Collected data ->
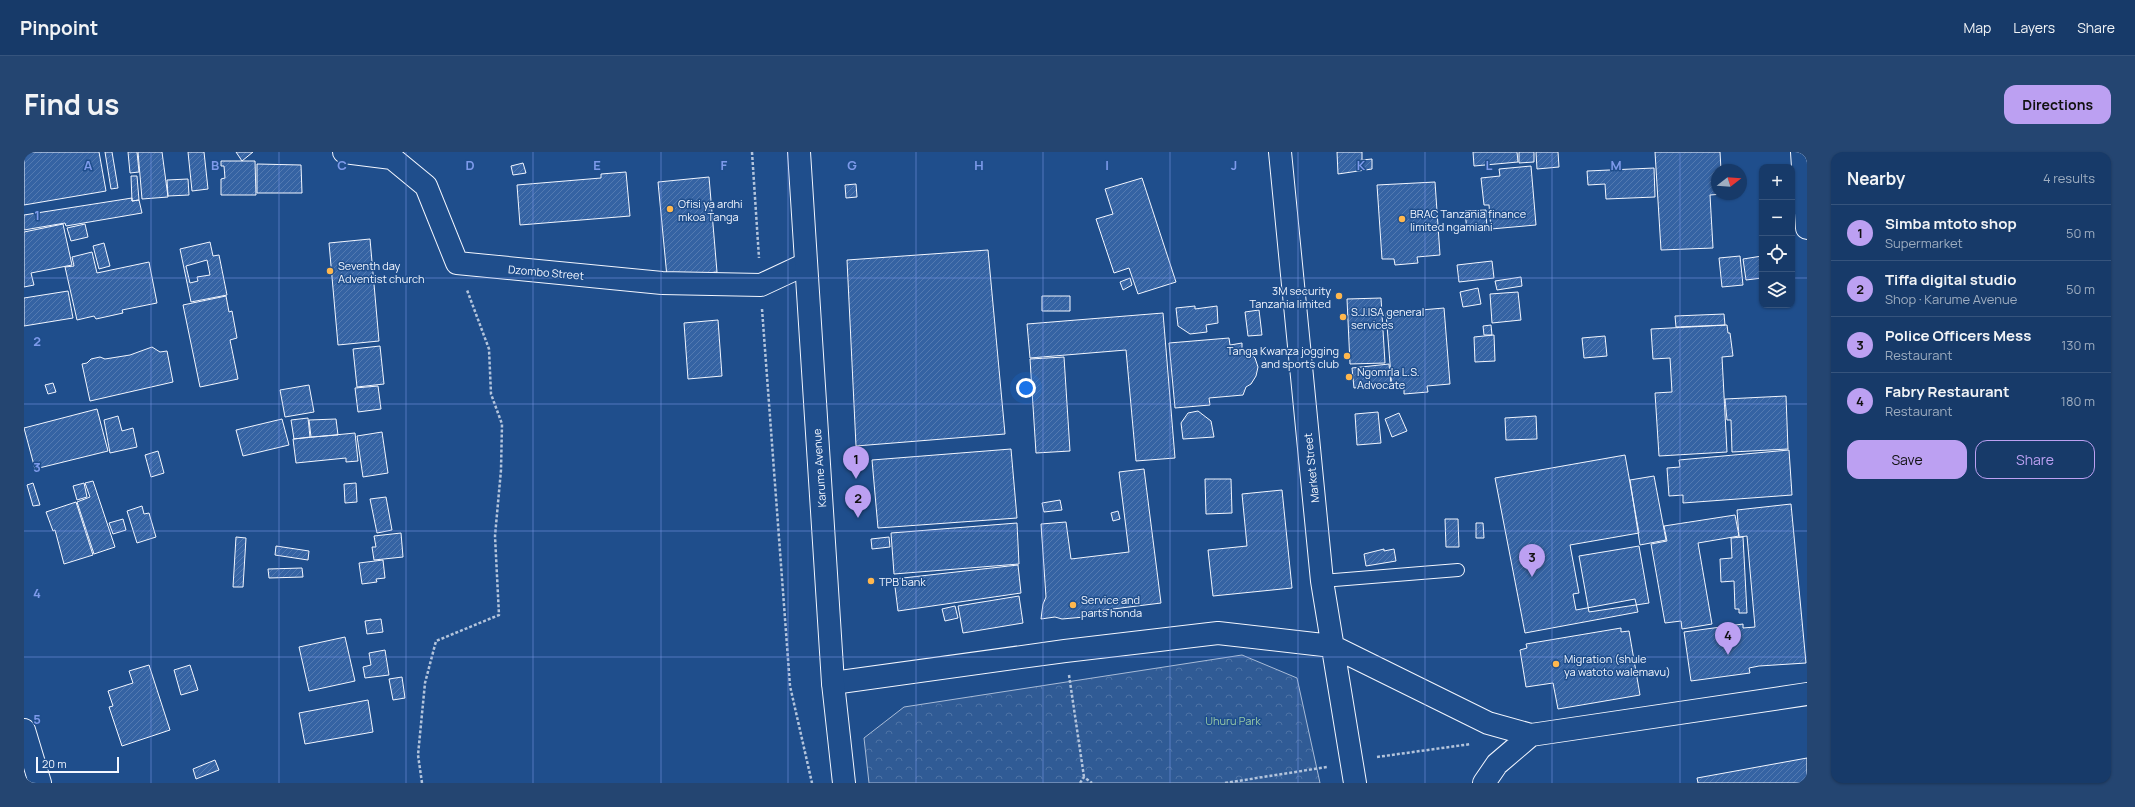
<!DOCTYPE html>
<meta charset="utf-8">
<style>
:root{--surface:#173a69;--page:#244571;--text:#f1f3f6;--muted:#9eadc0;--line:#36547d;--accent:#bca0f2}
body{margin:0;font-family:Manrope,sans-serif;background:var(--page);color:var(--text)}
.controls{position:absolute;right:12px;top:12px;display:grid;overflow:hidden;border-radius:8px;box-shadow:0 1px 3px #0004}
.controls button{width:36px;height:36px;display:grid;place-items:center;padding:0;border:0;border-bottom:1px solid var(--line);background:var(--surface);color:var(--text);font:20px sans-serif}
.compass{position:absolute;left:1687px;top:12px;width:36px;height:36px;border-radius:50%;background:var(--surface);box-shadow:0 1px 3px #0004;rotate:73deg}
.scale{position:absolute;left:12px;bottom:10px;width:83px;box-sizing:border-box;padding-left:4px;border:2px solid #f2f6ff;border-top:0;font-size:11px;line-height:14px;white-space:nowrap;color:#f2f6ff;-webkit-text-stroke:3px #1f4e8c;paint-order:stroke}
.you{position:absolute;left:1002px;top:236px;width:14px;height:14px;margin:-10px;border:3px solid #fff;border-radius:50%;background:#1a73e8;box-shadow:0 0 0 6px #1a73e833}
.badge{display:grid;place-items:center;width:26px;height:26px;border-radius:50%;background:var(--accent);color:#111;font-size:13px;font-weight:700}
.pin{position:absolute;translate:-50% -33px;filter:drop-shadow(0 1px 2px #0008)}
.pin::after{content:'';position:absolute;top:21px;width:14px;height:12px;background:inherit;clip-path:polygon(0 0,100% 0,50% 100%)}
.list{margin:0;padding:0;list-style:none}
h2{display:flex;justify-content:space-between;align-items:center;height:52px;margin:0;padding:0 16px;font-size:17px}
h2 small{font-size:13px;font-weight:400;color:var(--muted)}
.list li{display:grid;grid-template-columns:26px 1fr auto;gap:12px;align-items:center;box-sizing:border-box;height:56px;padding:0 16px;border-top:1px solid var(--line)}
.list b{display:block;font-size:15px;white-space:nowrap}
.list p{margin:0;font-size:13px;white-space:nowrap;color:var(--muted)}
.list em{font-size:13px;font-style:normal;color:var(--muted)}
.actions{display:flex;gap:8px;padding:12px 16px}
.actions a{flex:1;padding:9px 0;border:1px solid var(--accent);border-radius:12px;text-align:center;font-size:14px;color:var(--accent)}
.actions .main{background:var(--accent);color:#111}
.icon{flex:none;width:22px;height:22px;fill:none;stroke:currentColor;stroke-width:2;stroke-linecap:round;stroke-linejoin:round}
.map{position:relative;flex:none;width:1783px;height:631px;overflow:hidden;border-radius:12px}
header{display:flex;align-items:center;gap:24px;box-sizing:border-box;height:56px;padding:0 20px;background:var(--surface);border-bottom:1px solid var(--line)}
header strong{font-size:19px}
nav{display:flex;gap:22px;margin-inline-start:auto;font-size:14px}
.intro{display:flex;align-items:center;justify-content:space-between;box-sizing:border-box;height:96px;padding:0 24px}
h1{margin:0;font-size:28px}
.button{padding:10px 18px;border-radius:12px;background:var(--accent);color:#111;font-size:14px;font-weight:700}
main{display:flex;gap:24px;padding:0 24px}
aside{flex:1;background:var(--surface);border-radius:12px;box-shadow:0 1px 3px #0004}
.map>svg:first-child{display:block}
.forest{fill:url(#forest-crowns);stroke:#a8bbd7}
.building{fill:url(#building-hatch);stroke:#f2f6ff;fill-rule:evenodd}
.lines{fill:none;stroke-linecap:round;stroke-linejoin:round}
.lane-casing{stroke:#f2f6ff;stroke-width:14}
.street-casing{stroke:#f2f6ff;stroke-width:24}
.secondary-casing{stroke:#f2f6ff;stroke-width:24}
.primary-casing{stroke:#f2f6ff;stroke-width:24}
.path{stroke:#b3c4dc;stroke-width:2.5;stroke-dasharray:3 2;stroke-linecap:butt}
.lane{stroke:#1f4e8c;stroke-width:12}
.street{stroke:#1f4e8c;stroke-width:22}
.secondary{stroke:#1f4e8c;stroke-width:22}
.primary{stroke:#1f4e8c;stroke-width:22}
.grid{fill:none;stroke:#7d9aea;stroke-width:1;stroke-opacity:0.55}
.poi-dot{fill:#ffb74d;stroke:#1f4e8c;stroke-width:1.5}
.labels{text-anchor:middle;dominant-baseline:central;stroke-width:3;stroke-linejoin:round;paint-order:stroke}
.poi-label{font-size:11px;fill:#f2f6ff;stroke:#1f4e8c;text-anchor:start}
.street-label{font-size:11px;fill:#f2f6ff;stroke:#1f4e8c}
.park-label{font-size:11px;fill:#97c8a6;stroke:#1f4e8c}
.grid-label{font-size:13px;text-anchor:middle;font-weight:bold;fill:#7d9aea;stroke:#1f4e8c;stroke-width:3;stroke-linejoin:round;paint-order:stroke}
</style>
<header>
<strong>Pinpoint</strong>
<nav><a>Map</a><a>Layers</a><a>Share</a></nav>
</header>
<div class="intro"><h1>Find us</h1><a class="button">Directions</a></div>
<main>
<div class="map">
<svg width="1783" height="631" viewBox="0 0 1783 631">
<defs>
<pattern id="forest-crowns" width="20" height="18" patternUnits="userSpaceOnUse"><rect width="20" height="18" fill="#305b95"/><path d="M2 6a3 3 0 1 1 6 0M12 15a3 3 0 1 1 6 0" fill="none" stroke="#4e73a5"/></pattern>
<pattern id="building-hatch" width="6" height="6" patternUnits="userSpaceOnUse"><rect width="6" height="6" fill="#3563a3"/><path d="M-1 1l2-2M0 6l6-6M5 7l2-2" fill="none" stroke="#537ab1"/></pattern>
</defs>
<rect width="100%" height="100%" fill="#1f4e8c"/>
<path class="forest" d="M1218,503L1273,526L1296,631H845L840,586L880,555Z"/>
<path class="building" d="M0,0H75L82,39L0,53Z
M81,0H88L94,36L87,37Z
M104,0H113L115,20L106,21Z
M114,0H138L144,45L118,47Z
M164,0H180L184,37L168,39Z
M212,0H229L218,9Z
M1313,0H1338V8L1348,7V17L1314,22Z
M1449,0H1493L1494,10L1450,14Z
M1495,0H1510V10L1495,11Z
M1512,0H1534L1535,15L1513,17Z
M1631,0H1696L1697,18H1693V42H1699L1686,43L1689,96L1637,98Z
M197,9H231L232,43H197V27L201,26L200,14H197Z
M499,11L502,21L489,23L487,14Z
M233,12L277,13L278,41H233Z
M1507,14L1512,73L1467,77L1465,53H1460L1457,26L1476,24L1475,17Z
M1630,16L1631,45L1582,47L1581,32L1564,33L1563,19Z
M602,20L606,64L496,73L493,33L577,26V22Z
M107,24H113L115,48L108,49Z
M685,25L693,120L643,125L634,30Z
M1118,26L1152,130L1114,142L1105,116L1090,121L1072,67L1089,62L1081,37Z
M164,27L165,43L144,44L143,28Z
M1411,30L1416,103L1393,105L1394,111L1371,113L1370,107H1358L1353,33Z
M832,32L833,45L822,46L821,33Z
M108,46V49L115,48L118,61L42,74L41,71L0,78V63Z
M1462,58L1463,78L1443,79L1441,59Z
M39,72L48,113L7,121L10,133L0,135V80Z
M61,72L64,85L47,89L43,76Z
M346,87L355,189L314,193L305,91Z
M186,90L189,104L195,103L203,143L167,150L156,97ZM183,108L186,123L173,125L174,129L166,131L162,114Z
M80,91L86,114L75,117L69,94Z
M964,98L981,282L832,294L823,108Z
M68,100L73,121L125,110L133,151L98,158L99,161L72,167L70,164L53,168L41,115L50,114L48,105Z
M1716,104L1719,133L1698,135L1695,106Z
M1738,104V126L1722,128L1719,107Z
M1468,109L1470,126L1435,130L1433,113Z
M1497,125L1498,134L1473,138L1471,129Z
M1106,126L1108,133L1099,138L1096,130Z
M1454,136L1457,152L1439,155L1436,140Z
M44,139L49,166L0,174V146Z
M1494,140L1497,168L1468,171L1466,142Z
M202,144L205,160L208,159L213,186L206,188L214,227L176,235L159,153Z
M1018,144H1046V159H1018Z
M1357,146L1361,211L1326,212L1323,147Z
M1171,154V157L1193,154L1194,171L1182,173L1183,180L1166,182L1154,174L1152,156Z
M1420,156L1426,232L1403,234L1404,240L1380,242V236L1368,237L1362,161Z
M1235,158L1238,183L1224,184L1221,160Z
M1139,161L1151,306L1112,309L1102,198L1006,206L1003,172Z
M1700,162L1701,173L1652,175L1651,164Z
M694,168L698,224L664,227L660,171Z
M1467,173L1468,183H1460L1459,174Z
M1703,173L1704,181H1706L1709,204L1698,205L1703,300L1635,304L1631,241L1648,240L1646,206L1629,207L1627,177Z
M1470,183L1471,209L1451,210L1450,185Z
M1581,184L1583,204L1560,206L1558,186Z
M1205,186L1206,193L1218,191V197L1224,199L1231,206L1234,215L1232,224L1227,232L1222,235L1219,243L1185,246L1186,253L1151,256L1145,191Z
M356,194L360,232L333,235L329,197Z
M128,195L136,200L143,199L149,230L66,249L58,212L63,211L67,207L76,205L81,207L106,203Z
M1040,205L1046,299L1012,301L1006,207Z
M1365,212L1367,232L1330,236L1328,216Z
M29,231L32,240L24,242L21,233Z
M285,233L290,260L261,265L256,238Z
M354,234L357,257L334,260L331,236Z
M1762,244L1764,297L1708,300L1707,268H1703L1701,247Z
M73,257L84,299L11,317L0,276Z
M1174,259L1187,269L1190,285L1159,287L1157,271L1164,261Z
M1354,260L1357,291L1333,293L1331,262Z
M1375,261L1383,279L1368,285L1361,267Z
M94,264L98,279L109,276L113,295L86,301L80,268Z
M1512,264L1513,287L1482,288L1481,266Z
M284,266L286,285L270,287L267,268Z
M258,267L265,293L219,304L212,278Z
M312,267L314,283L287,285L285,268Z
M358,280L364,321L339,325L333,284Z
M331,281L334,309L322,310V306L272,311L269,287Z
M987,297L993,366L854,376L848,308Z
M1765,298L1768,343L1659,351V343L1645,344L1643,316L1656,315L1655,308Z
M134,299L140,321L127,325L121,303Z
M1601,303L1615,381L1546,393L1555,441L1549,442L1552,458L1611,447L1614,460L1501,481L1471,326Z
M1120,317L1137,451L1073,459L1072,464L1038,467L1031,465L1017,467L1019,452L1022,445L1017,372L1042,370L1047,407L1105,400L1095,320Z
M1630,324L1642,388L1616,393L1606,328Z
M1181,327H1207L1208,361L1182,362Z
M69,329L91,395L70,402L53,350L66,345L61,331Z
M9,331L16,353L9,354L3,333Z
M60,331L63,345L53,348L49,334Z
M332,331L333,350L321,351L320,332Z
M1258,338L1268,436L1189,444L1184,398L1223,394L1218,342Z
M362,345L368,378L353,381L346,347Z
M1036,348L1038,358L1020,360L1018,351Z
M52,350L69,403L40,412L31,378L29,379L22,360Z
M1767,352L1782,511L1735,514L1725,516L1726,521L1667,529L1660,480L1719,472V476L1731,475L1723,384L1715,385L1713,358Z
M118,354L120,362L125,361L132,385L113,391L103,359Z
M1094,359L1096,367L1089,369L1087,361Z
M1711,363L1715,384L1674,391L1688,472L1658,477L1657,469L1641,471L1627,392L1643,389L1640,374Z
M99,367L102,378L89,382L85,371Z
M1421,367H1434L1435,395H1422Z
M993,371L995,412L870,422L867,381Z
M1452,371H1459L1460,386H1452Z
M377,381L379,405L350,408L348,395H352L350,384Z
M212,385L222,386L219,435H209Z
M865,385L866,395L848,397L847,387Z
M1719,385L1723,461H1715V457H1711L1710,429L1697,430L1696,407L1708,406L1707,386Z
M252,394L285,399L284,408L251,403Z
M1615,394L1625,451L1565,460L1555,404Z
M1360,397V399L1370,397L1372,409L1342,414L1340,402Z
M359,408L361,426L352,427L353,430L338,432L335,411Z
M994,413L997,441L874,459L870,427Z
M278,416L279,425L245,426L244,417Z
M995,444L999,471L939,481L934,454Z
M931,454L934,466L921,469L918,457Z
M357,467L359,480L343,482L341,469Z
M1597,476V480L1605,479L1616,543L1534,557L1529,531L1502,535L1496,498L1503,496L1502,492Z
M321,485L331,529L285,539L275,495Z
M361,498L365,523L341,526L339,515L347,513L345,501Z
M125,513L146,578L98,594L85,555L89,554L84,539L109,531L105,519Z
M166,513L174,538L157,543L150,518Z
M378,525L381,546L369,548L365,527Z
M344,548L349,580L281,592L275,561Z
M1783,606V631H1674L1673,626Z
M191,608L195,618L172,627L169,617Z"/>
<g class="lines">
<defs>
<path id="lane" d="M1298,429L1434,418"/>
<path id="street" d="M320,0L368,6L402,34L433,111L638,131L737,133L782,112
M1256,0L1298,429L1331,631
M809,531L1041,499L1194,481L1308,494L1464,571L1507,583L1783,542
M1460,631L1473,612L1507,583"/>
<path id="secondary" d="M775,0L809,531L820,631
M1778,0L1783,76"/>
<path id="primary" d="M0,578L16,631"/>
</defs>
<use href="#lane" class="lane-casing"/>
<use href="#street" class="street-casing"/>
<use href="#secondary" class="secondary-casing"/>
<use href="#primary" class="primary-casing"/>
<path class="path" d="M728,0L735,106
M738,157L766,534L788,631
M1045,523L1060,625
M1353,605L1447,592
M398,631L394,603L401,531L412,489L475,463L471,384L477,318L478,272L467,242L465,197L443,138
M1056,631L1060,625L1068,631
M1201,631L1303,615"/>
<use href="#lane" class="lane"/>
<use href="#street" class="street"/>
<use href="#secondary" class="secondary"/>
<use href="#primary" class="primary"/>
</g>
<path class="grid" d="M127,0V631M255,0V631M382,0V631M509,0V631M637,0V631M764,0V631M892,0V631M1019,0V631M1146,0V631M1274,0V631M1401,0V631M1528,0V631M1656,0V631M0,126H1738M1768,126H1783M0,252H1783M0,379H1783M0,505H1783"/>
<g class="poi-dot">
<circle cx="646" cy="57" r="4"/>
<circle cx="1378" cy="67" r="4"/>
<circle cx="306" cy="119" r="4"/>
<circle cx="1315" cy="144" r="4"/>
<circle cx="1319" cy="165" r="4"/>
<circle cx="1323" cy="204" r="4"/>
<circle cx="1325" cy="225" r="4"/>
<circle cx="847" cy="429" r="4"/>
<circle cx="1049" cy="453" r="4"/>
<circle cx="1532" cy="512" r="4"/>
</g>
<g class="labels">
<g class="poi-label">
<text x="654" y="51">Ofisi ya ardhi<tspan x="654" dy="13">mkoa Tanga</tspan></text>
<text x="1386" y="61">BRAC Tanzania finance<tspan x="1386" dy="13">limited ngamiani</tspan></text>
<text x="314" y="113">Seventh day<tspan x="314" dy="13">Adventist church</tspan></text>
<text x="1307" y="138" text-anchor="end">3M security<tspan x="1307" dy="13">Tanzania limited</tspan></text>
<text x="1327" y="159">S.J.ISA general<tspan x="1327" dy="13">services</tspan></text>
<text x="1315" y="198" text-anchor="end">Tanga Kwanza jogging<tspan x="1315" dy="13">and sports club</tspan></text>
<text x="1333" y="219">Ngomrla L.S.<tspan x="1333" dy="13">Advocate</tspan></text>
<text x="855" y="429">TPB bank</text>
<text x="1057" y="447">Service and<tspan x="1057" dy="13">parts honda</tspan></text>
<text x="1540" y="506">Migration (shule<tspan x="1540" dy="13">ya watoto walemavu)</tspan></text>
</g>
<g class="street-label">
<text transform="translate(522 120) rotate(5)">Dzombo Street</text>
<text transform="translate(795 316) rotate(-94)">Karume Avenue</text>
<text transform="translate(1287 316) rotate(-96)">Market Street</text>
</g>
<g class="park-label">
<text x="1209" y="568">Uhuru Park</text>
</g>
</g>
<g class="grid-label">
<text x="64" y="18">A</text>
<text x="191" y="18">B</text>
<text x="318" y="18">C</text>
<text x="446" y="18">D</text>
<text x="573" y="18">E</text>
<text x="700" y="18">F</text>
<text x="828" y="18">G</text>
<text x="955" y="18">H</text>
<text x="1083" y="18">I</text>
<text x="1210" y="18">J</text>
<text x="1337" y="18">K</text>
<text x="1465" y="18">L</text>
<text x="1592" y="18">M</text>
<text x="13" y="68">1</text>
<text x="13" y="194">2</text>
<text x="13" y="320">3</text>
<text x="13" y="446">4</text>
<text x="13" y="572">5</text>
</g>
</svg>
<div class="controls">
<button>+</button>
<button>−</button>
<button><svg class="icon" aria-label="locate" viewBox="0 0 24 24"><circle cx="12" cy="12" r="6"/><path d="M12 2v4M12 18v4M2 12h4M18 12h4"/></svg></button>
<button><svg class="icon" aria-label="layers" viewBox="0 0 24 24"><path d="M12 4l9 5-9 5-9-5zM3 14l9 5 9-5"/></svg></button>
</div>
<svg class="compass" viewBox="-18 -18 36 36"><path d="M0-13l5 13h-10z" fill="#e53935"/><path d="M0 13l5-13h-10z" fill="#9eadc0"/></svg>
<div class="scale">20 m</div>
<div class="you"></div>
<div class="pin badge" style="left:832px;top:327px">1</div>
<div class="pin badge" style="left:834px;top:366px">2</div>
<div class="pin badge" style="left:1508px;top:425px">3</div>
<div class="pin badge" style="left:1704px;top:503px">4</div>
</div>
<aside>
<h2>Nearby<small>4 results</small></h2>
<ul class="list">
<li><span class="badge">1</span><div><b>Simba mtoto shop</b><p>Supermarket</p></div><em>50 m</em></li>
<li><span class="badge">2</span><div><b>Tiffa digital studio</b><p>Shop · Karume Avenue</p></div><em>50 m</em></li>
<li><span class="badge">3</span><div><b>Police Officers Mess</b><p>Restaurant</p></div><em>130 m</em></li>
<li><span class="badge">4</span><div><b>Fabry Restaurant</b><p>Restaurant</p></div><em>180 m</em></li>
</ul>
<div class="actions"><a class="main">Save</a><a>Share</a></div>
</aside>
</main>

PROBLEM ->
All lines above that include the word "transform" must be copied into the answer.

RESPONSE AREA ->
<text transform="translate(522 120) rotate(5)">Dzombo Street</text>
<text transform="translate(795 316) rotate(-94)">Karume Avenue</text>
<text transform="translate(1287 316) rotate(-96)">Market Street</text>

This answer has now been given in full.